In the listing that follows, find the line with "For a GIS import: What", then copy exactly from it through the line with "Task: Convert this", leaving out every picture.

## Records for this exercise
*** Block opens ***

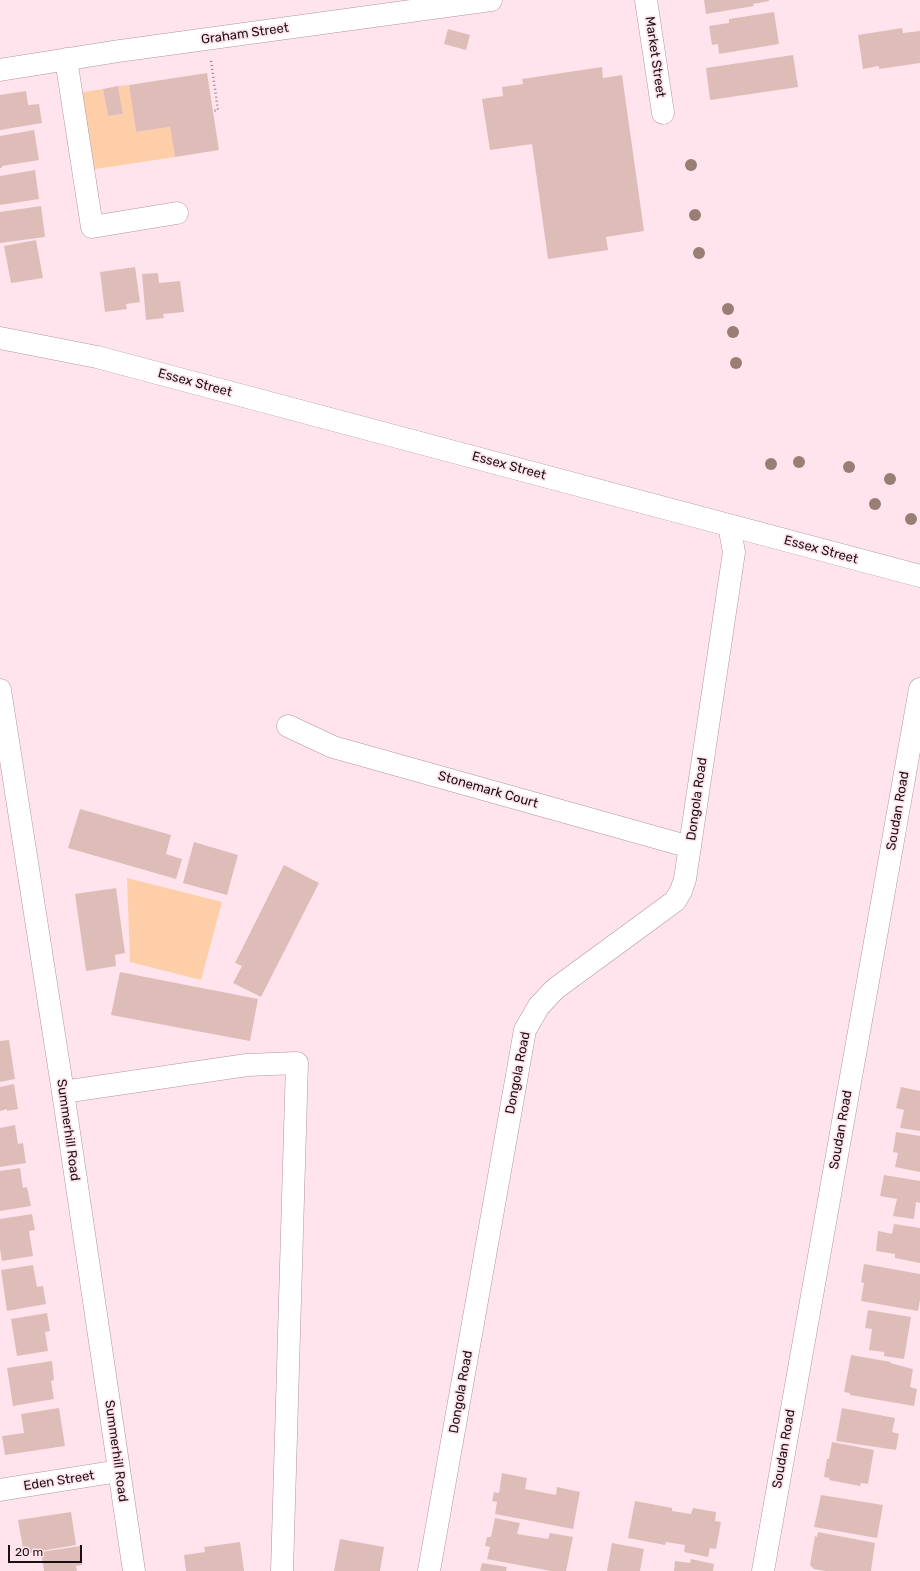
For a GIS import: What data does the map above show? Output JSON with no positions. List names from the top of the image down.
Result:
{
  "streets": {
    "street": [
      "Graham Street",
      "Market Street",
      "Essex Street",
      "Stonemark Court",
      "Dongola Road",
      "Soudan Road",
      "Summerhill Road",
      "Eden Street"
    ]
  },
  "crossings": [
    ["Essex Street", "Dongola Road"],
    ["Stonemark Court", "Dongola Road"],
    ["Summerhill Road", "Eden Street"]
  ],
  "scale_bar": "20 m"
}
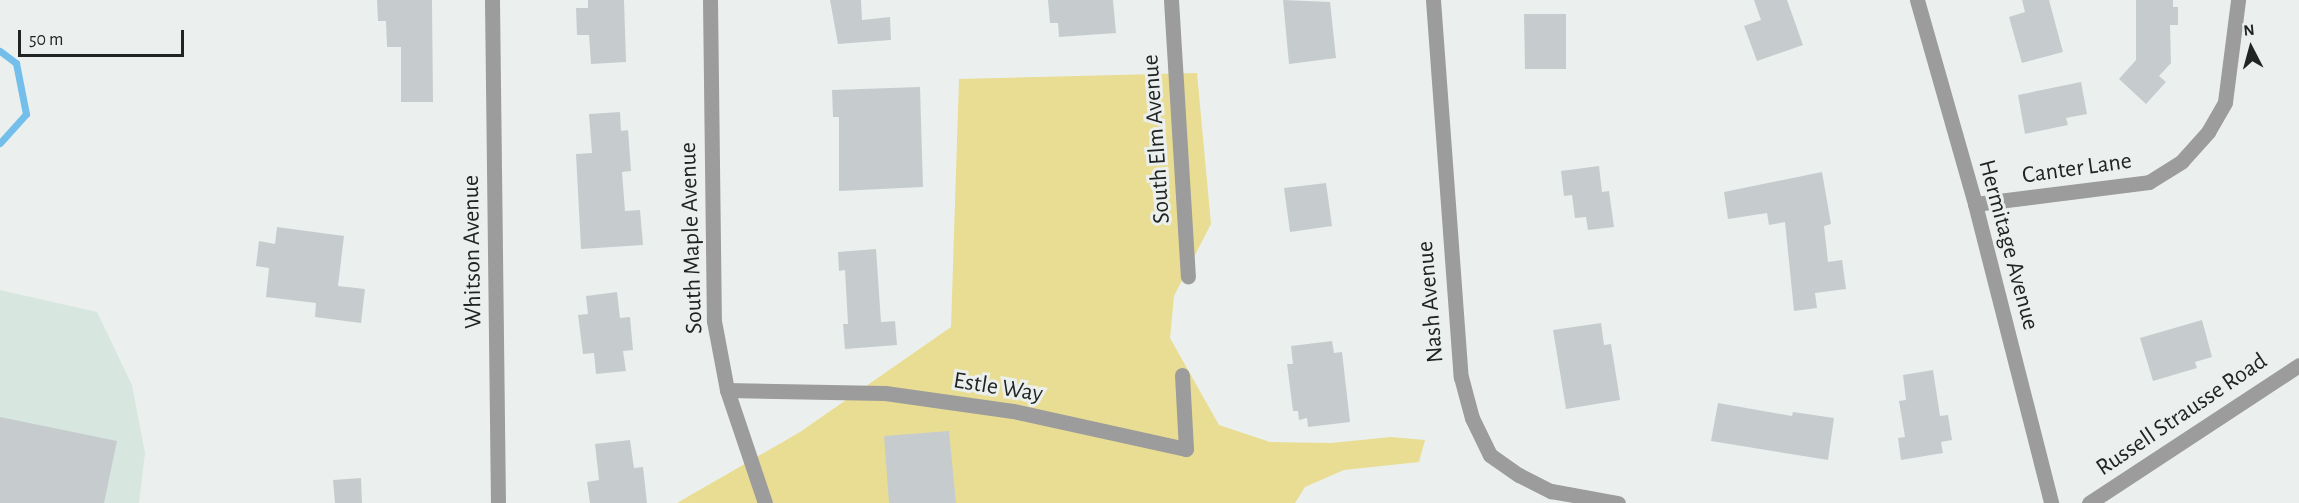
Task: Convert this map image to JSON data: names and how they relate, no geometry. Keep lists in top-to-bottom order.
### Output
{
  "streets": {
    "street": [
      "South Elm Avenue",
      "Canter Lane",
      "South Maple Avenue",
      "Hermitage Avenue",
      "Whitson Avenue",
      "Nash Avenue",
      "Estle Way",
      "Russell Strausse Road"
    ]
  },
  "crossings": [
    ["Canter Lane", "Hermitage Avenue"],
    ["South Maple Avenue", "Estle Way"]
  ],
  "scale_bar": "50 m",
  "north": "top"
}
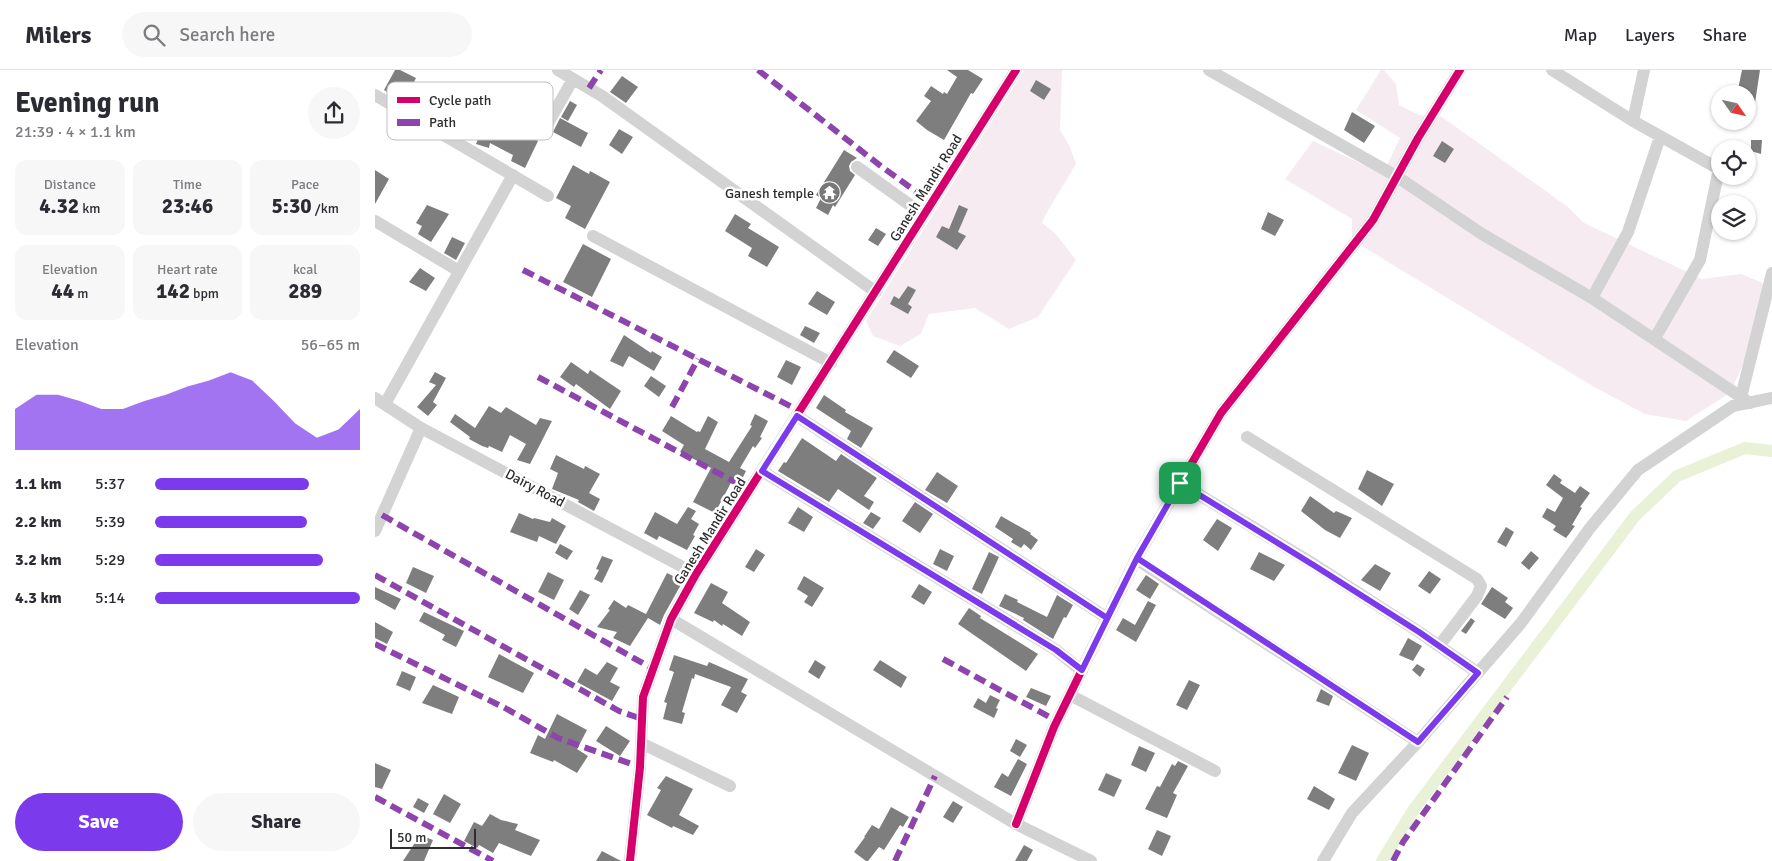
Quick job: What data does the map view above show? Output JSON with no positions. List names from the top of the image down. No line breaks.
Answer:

*** Block closes ***
*** Block opens ***

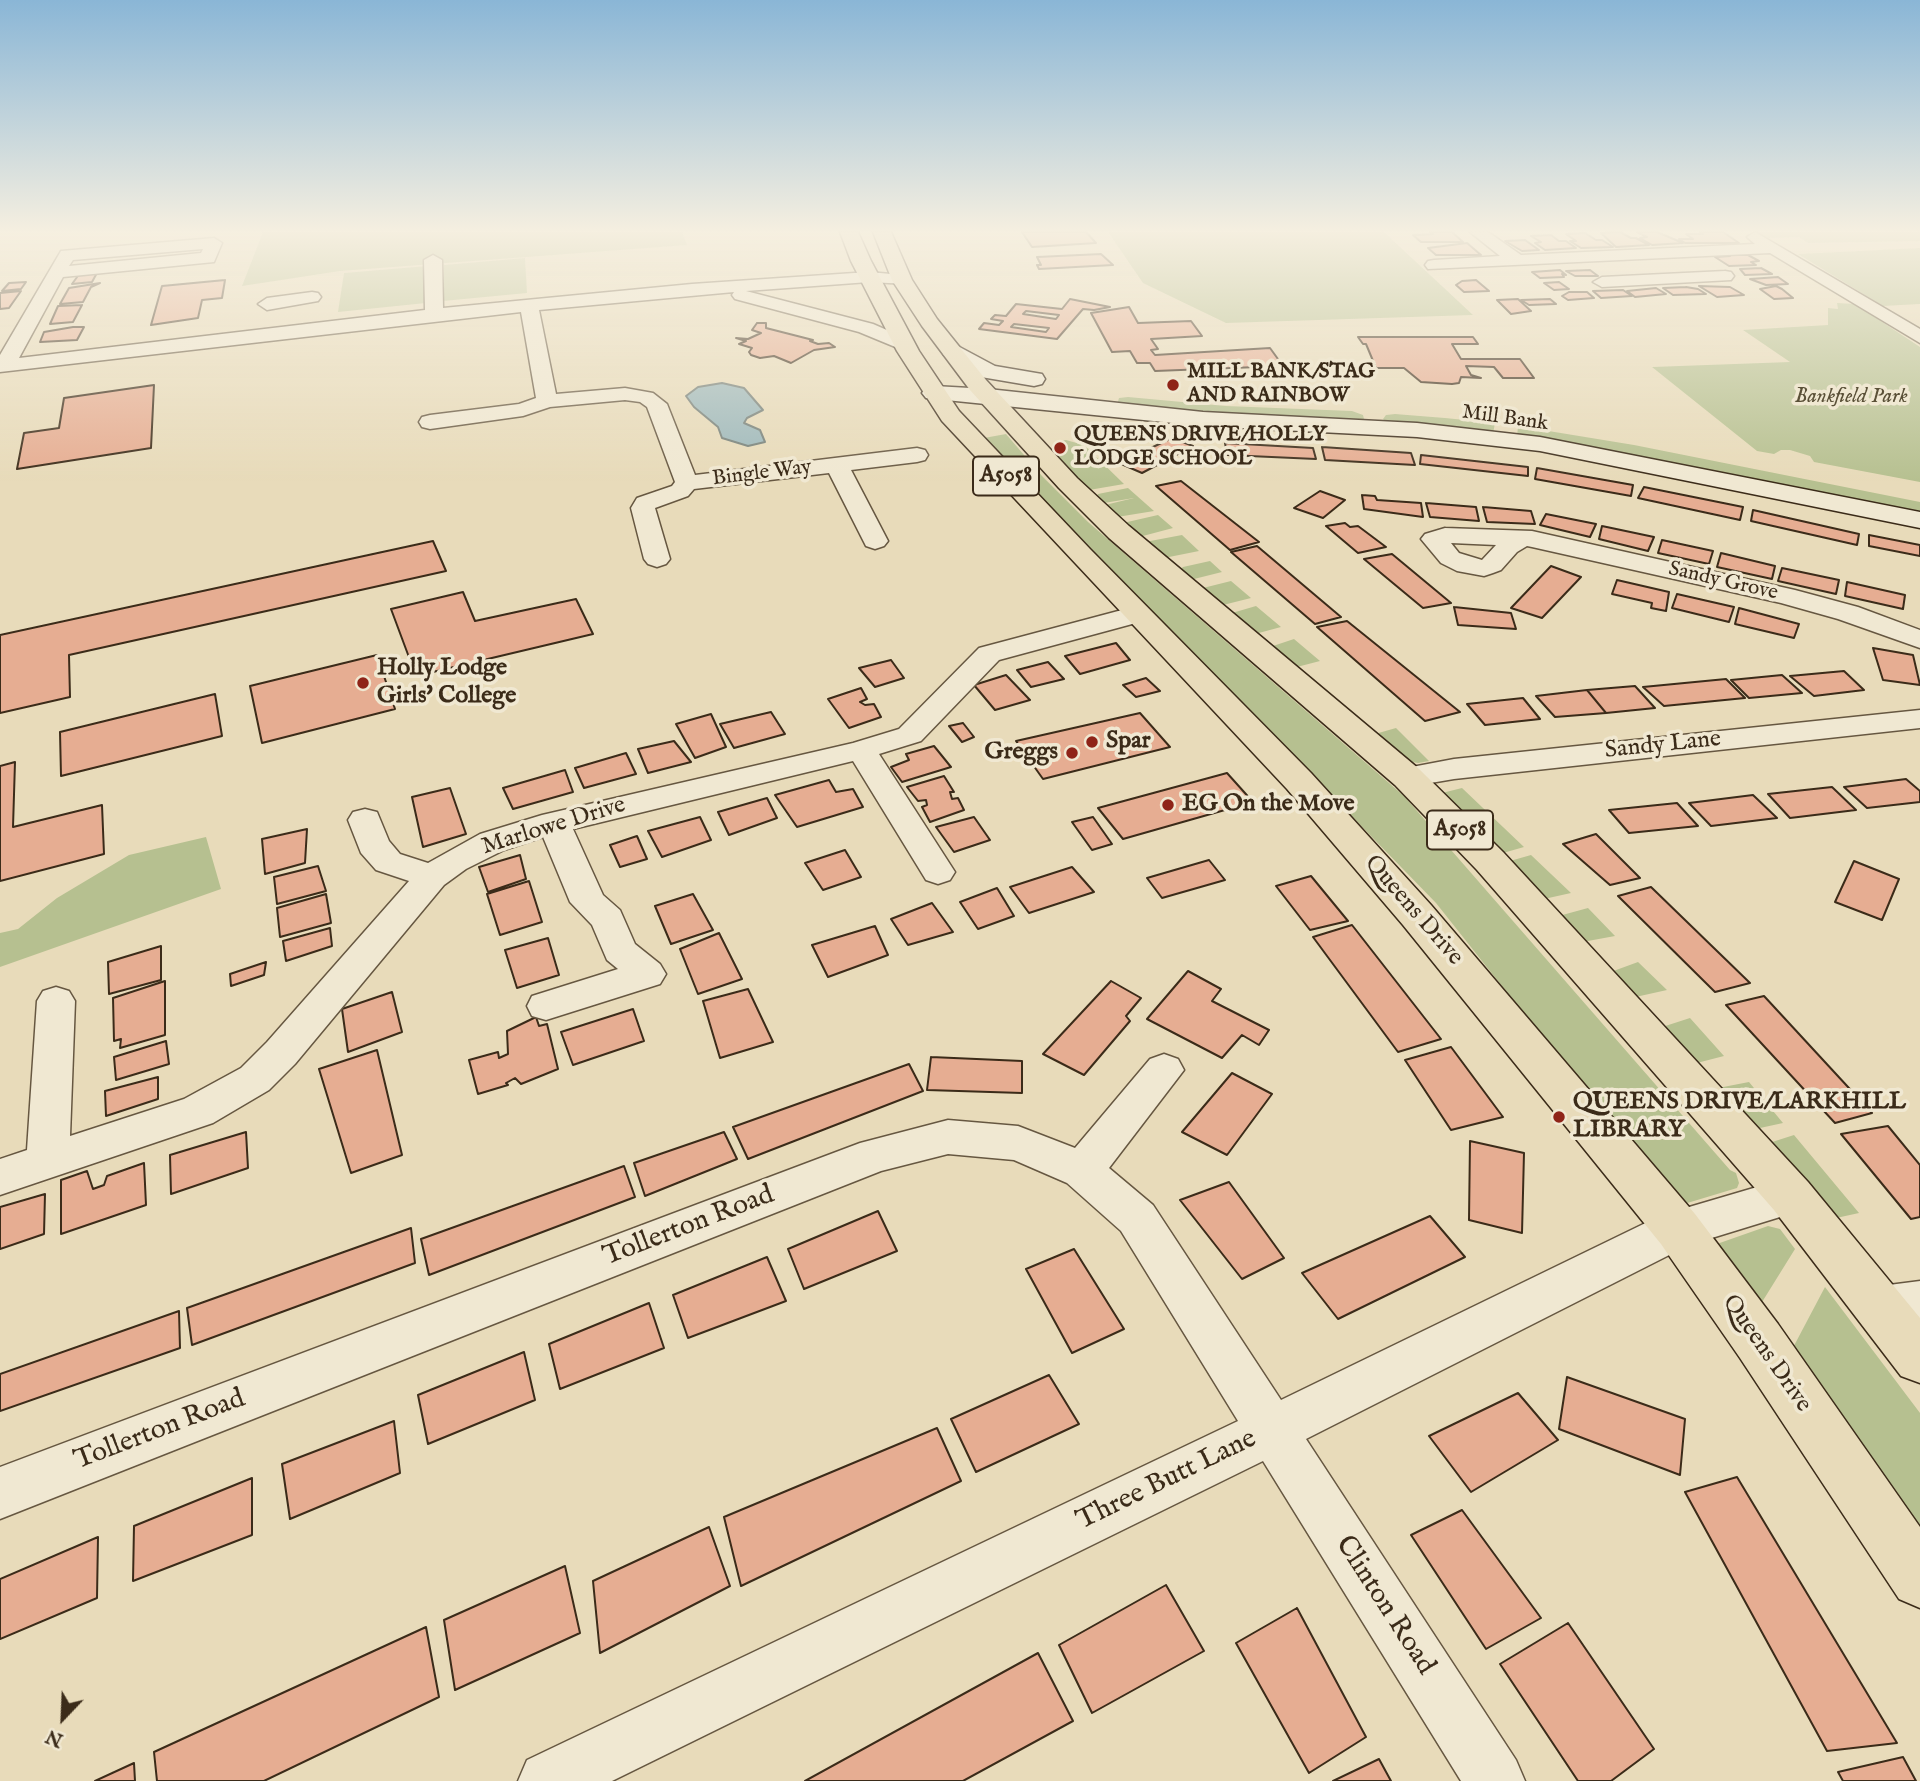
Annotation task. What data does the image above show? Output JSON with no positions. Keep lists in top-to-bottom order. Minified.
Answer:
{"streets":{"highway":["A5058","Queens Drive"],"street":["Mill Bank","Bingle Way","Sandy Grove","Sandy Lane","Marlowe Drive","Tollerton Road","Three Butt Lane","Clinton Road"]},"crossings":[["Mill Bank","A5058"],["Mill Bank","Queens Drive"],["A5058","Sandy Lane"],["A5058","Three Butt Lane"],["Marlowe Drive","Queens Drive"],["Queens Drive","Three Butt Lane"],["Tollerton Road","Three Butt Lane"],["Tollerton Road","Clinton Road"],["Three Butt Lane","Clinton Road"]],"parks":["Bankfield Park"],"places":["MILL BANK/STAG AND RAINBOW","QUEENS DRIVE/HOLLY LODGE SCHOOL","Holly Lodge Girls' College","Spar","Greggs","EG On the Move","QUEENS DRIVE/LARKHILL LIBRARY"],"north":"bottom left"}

*** Block closes ***

## Result for this exercise
For a GIS import: What data does the map above show? Output JSON with no positions. List names from the top of the image down.
Result:
{
  "streets": {
    "street": [
      "Graham Street",
      "Market Street",
      "Essex Street",
      "Stonemark Court",
      "Dongola Road",
      "Soudan Road",
      "Summerhill Road",
      "Eden Street"
    ]
  },
  "crossings": [
    ["Essex Street", "Dongola Road"],
    ["Stonemark Court", "Dongola Road"],
    ["Summerhill Road", "Eden Street"]
  ],
  "scale_bar": "20 m"
}
Task: Convert this map image to JSON data: names and how they relate, no geometry. Keep lists in top-to-bottom order.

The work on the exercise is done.